When I Grow Up, I Will Be in Bronze

The consumerist society of the 20th and 21st century has shaped the average person into a consumer. In a time when objects cease to be merely useful, their surface becomes a mirror of our desires, status, and identity. What we buy and keep carries within it far more than function, it embodies signs we interpret, codes of belonging, and materialized illusions of permanence. The symbolic value often overshadows the essence of the object, while the market shapes our perception of what is deemed “valuable” and “worthless.” The exhibition departs precisely from this discrepancy. With the very choice of title, When I Grow Up, I Will Be in Bronze, the artist opens a space for introspective reflection: what does it mean to grow and be shaped in a world where value is measured through accumulation, through the ability of objects to confirm status or identity? Zorana Stevanović directs attention to what at first glance appears modest and weightless, and through the process of artistic transformation introduces it into a narrative in which the material becomes a bearer of emotional, social, and aesthetic layers of meaning. Personal objects thus cross from the private sphere into the public space of the exhibition, thereby acquiring a new form of perception.

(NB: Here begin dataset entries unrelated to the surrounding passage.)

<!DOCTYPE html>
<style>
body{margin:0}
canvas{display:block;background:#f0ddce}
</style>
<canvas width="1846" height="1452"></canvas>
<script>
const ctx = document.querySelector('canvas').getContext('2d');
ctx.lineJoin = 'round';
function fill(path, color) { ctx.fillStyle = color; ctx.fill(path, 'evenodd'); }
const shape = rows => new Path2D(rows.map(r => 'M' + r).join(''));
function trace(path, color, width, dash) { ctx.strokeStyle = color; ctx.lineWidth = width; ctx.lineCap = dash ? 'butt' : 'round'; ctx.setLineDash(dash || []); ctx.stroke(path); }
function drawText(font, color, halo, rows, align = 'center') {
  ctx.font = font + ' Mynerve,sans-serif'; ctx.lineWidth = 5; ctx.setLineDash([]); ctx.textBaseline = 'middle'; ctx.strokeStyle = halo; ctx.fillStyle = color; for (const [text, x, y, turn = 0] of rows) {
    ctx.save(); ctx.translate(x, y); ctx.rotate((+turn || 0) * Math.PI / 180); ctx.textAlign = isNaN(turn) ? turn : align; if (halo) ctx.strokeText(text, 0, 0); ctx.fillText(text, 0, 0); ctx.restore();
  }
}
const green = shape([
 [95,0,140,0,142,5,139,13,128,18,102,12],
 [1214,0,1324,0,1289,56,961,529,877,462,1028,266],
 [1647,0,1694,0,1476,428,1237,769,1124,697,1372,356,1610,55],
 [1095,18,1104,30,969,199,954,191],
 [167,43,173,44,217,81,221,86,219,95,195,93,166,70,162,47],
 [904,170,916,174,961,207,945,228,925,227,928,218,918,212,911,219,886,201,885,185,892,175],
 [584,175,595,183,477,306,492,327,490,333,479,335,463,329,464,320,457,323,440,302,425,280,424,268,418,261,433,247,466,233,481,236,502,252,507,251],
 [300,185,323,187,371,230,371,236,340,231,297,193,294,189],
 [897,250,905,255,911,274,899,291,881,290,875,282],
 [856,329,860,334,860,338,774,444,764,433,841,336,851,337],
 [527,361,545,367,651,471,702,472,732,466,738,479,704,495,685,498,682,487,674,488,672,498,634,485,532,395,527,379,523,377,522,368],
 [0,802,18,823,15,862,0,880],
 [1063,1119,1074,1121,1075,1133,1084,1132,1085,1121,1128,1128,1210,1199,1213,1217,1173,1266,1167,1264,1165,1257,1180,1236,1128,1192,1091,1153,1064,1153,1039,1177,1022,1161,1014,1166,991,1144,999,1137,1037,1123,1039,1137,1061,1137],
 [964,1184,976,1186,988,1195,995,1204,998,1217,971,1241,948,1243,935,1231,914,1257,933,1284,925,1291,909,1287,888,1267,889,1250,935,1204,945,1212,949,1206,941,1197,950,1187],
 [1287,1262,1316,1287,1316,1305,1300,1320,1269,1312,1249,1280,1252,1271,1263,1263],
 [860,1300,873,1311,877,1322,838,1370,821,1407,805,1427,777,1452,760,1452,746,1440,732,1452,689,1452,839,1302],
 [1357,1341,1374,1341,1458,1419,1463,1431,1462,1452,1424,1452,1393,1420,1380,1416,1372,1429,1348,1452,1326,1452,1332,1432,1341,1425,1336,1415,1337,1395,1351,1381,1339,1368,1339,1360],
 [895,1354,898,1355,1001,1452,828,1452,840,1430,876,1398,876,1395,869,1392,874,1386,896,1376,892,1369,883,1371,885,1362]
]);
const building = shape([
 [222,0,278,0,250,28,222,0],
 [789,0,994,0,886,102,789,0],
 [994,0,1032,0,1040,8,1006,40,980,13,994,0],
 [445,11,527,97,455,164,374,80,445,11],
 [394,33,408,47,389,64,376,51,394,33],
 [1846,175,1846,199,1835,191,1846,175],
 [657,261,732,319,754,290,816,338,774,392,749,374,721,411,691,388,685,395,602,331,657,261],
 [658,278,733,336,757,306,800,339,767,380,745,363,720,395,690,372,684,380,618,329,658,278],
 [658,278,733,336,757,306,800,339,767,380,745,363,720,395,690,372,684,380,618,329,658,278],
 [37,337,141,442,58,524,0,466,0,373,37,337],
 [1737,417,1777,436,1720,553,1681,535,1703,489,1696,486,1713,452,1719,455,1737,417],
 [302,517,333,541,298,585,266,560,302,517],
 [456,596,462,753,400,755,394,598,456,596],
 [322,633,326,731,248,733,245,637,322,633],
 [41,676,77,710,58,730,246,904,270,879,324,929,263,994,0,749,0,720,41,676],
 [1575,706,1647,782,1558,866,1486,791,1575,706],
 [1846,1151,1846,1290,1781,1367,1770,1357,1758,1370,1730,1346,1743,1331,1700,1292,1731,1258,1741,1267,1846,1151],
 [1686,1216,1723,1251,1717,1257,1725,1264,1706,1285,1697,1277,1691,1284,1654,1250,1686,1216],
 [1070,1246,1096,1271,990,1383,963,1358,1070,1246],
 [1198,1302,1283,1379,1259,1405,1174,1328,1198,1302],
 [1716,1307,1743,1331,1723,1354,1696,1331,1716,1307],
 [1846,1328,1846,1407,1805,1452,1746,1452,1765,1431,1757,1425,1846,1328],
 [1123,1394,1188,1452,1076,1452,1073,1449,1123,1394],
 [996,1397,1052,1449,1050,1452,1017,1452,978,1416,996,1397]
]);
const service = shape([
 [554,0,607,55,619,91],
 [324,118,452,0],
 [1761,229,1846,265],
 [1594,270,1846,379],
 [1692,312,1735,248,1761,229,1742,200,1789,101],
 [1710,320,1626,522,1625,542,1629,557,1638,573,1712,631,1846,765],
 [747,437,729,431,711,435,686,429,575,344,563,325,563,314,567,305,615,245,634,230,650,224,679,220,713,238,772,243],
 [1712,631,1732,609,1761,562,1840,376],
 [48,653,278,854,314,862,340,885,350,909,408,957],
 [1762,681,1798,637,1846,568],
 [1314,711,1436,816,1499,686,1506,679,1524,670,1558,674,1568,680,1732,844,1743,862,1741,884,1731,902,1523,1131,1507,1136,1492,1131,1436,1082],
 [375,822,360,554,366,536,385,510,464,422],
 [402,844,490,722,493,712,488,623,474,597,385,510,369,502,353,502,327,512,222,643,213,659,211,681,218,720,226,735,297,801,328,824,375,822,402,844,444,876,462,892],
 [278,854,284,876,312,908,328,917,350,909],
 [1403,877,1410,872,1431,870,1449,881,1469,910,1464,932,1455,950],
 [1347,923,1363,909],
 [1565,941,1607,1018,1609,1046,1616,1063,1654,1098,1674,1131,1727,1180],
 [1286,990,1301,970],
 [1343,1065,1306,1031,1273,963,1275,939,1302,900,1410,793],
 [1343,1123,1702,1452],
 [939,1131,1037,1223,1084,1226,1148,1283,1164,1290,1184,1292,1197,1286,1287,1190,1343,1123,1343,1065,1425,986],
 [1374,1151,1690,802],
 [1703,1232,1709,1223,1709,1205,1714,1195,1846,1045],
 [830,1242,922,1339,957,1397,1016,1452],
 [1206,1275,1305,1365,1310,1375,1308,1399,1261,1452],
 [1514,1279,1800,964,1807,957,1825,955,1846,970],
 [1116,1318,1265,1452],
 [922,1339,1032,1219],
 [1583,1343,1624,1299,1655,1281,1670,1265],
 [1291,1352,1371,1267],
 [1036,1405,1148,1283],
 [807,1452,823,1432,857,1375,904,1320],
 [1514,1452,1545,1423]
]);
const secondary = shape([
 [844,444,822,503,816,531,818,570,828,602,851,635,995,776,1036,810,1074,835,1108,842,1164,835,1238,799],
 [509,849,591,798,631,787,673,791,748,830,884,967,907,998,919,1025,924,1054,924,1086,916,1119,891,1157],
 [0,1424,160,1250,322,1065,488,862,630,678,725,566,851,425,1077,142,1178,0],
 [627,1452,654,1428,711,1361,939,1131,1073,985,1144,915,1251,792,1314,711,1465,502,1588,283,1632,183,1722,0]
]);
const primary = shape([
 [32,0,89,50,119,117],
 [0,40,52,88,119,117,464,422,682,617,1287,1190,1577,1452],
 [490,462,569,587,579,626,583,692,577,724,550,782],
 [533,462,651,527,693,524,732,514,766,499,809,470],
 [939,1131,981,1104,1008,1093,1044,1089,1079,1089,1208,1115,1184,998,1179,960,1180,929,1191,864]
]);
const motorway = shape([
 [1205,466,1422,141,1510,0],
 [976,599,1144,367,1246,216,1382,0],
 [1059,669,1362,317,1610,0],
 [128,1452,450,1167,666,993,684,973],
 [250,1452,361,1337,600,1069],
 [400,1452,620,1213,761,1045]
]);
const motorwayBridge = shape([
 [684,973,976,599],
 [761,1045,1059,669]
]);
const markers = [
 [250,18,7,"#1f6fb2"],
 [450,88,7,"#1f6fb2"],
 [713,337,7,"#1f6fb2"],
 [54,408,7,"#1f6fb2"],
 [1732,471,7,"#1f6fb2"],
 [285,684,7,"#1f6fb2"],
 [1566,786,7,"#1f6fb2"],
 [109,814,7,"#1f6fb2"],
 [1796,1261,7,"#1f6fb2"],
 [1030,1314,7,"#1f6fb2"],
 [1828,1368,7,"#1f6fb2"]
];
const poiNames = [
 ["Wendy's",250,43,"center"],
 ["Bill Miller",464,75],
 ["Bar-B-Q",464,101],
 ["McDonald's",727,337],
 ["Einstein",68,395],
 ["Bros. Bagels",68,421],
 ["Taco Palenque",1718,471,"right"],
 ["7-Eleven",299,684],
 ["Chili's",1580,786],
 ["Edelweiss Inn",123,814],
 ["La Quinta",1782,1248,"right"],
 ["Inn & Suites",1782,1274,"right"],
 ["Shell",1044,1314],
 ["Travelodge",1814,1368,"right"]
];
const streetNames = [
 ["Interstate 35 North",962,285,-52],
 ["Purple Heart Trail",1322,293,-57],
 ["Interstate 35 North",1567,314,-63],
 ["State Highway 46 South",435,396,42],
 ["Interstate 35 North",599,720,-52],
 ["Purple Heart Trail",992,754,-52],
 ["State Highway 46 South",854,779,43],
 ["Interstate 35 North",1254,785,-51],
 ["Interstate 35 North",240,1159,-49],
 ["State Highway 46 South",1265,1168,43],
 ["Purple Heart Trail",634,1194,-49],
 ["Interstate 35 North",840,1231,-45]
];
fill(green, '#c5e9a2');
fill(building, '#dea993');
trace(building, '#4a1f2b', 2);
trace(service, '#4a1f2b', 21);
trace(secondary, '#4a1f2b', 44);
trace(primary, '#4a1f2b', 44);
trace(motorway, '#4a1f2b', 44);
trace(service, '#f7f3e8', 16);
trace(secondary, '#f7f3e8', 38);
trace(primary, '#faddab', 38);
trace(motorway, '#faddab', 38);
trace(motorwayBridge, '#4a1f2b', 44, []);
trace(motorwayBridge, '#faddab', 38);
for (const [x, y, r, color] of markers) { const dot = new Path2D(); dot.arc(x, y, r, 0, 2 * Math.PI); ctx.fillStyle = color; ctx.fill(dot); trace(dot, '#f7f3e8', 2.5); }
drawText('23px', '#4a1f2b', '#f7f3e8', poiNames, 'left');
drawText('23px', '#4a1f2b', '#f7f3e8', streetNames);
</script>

While sculptures, assemblages, and video works shape a dialogue between the material and the symbolic, inventories of objects, seemingly cold and neutral tables, grow into archives of value. The classification of personal belongings according to institutional, collector’s, and intimate criteria reveals that no system of evaluation is truly objective. What seems like neutral record-keeping in fact shows how society acknowledges, the market rewards, and the individual emotionally attaches, three paradigms that shape our perception and system of values. In this way, the exhibition positions itself as a meditation on capital, consumption, and art. Zorana Stevanović’s works question the mechanisms of valuation in a society where money too often determines the worth of everything, including the artwork itself. At the same time, they open a space for alternative ways of thinking, offering an environment in which art refuses the logic of the market and instead stands as resistance and alternative, a place where an ordinary object dreams of bronze, and bronze becomes a metaphor for the human longing for eternal duration.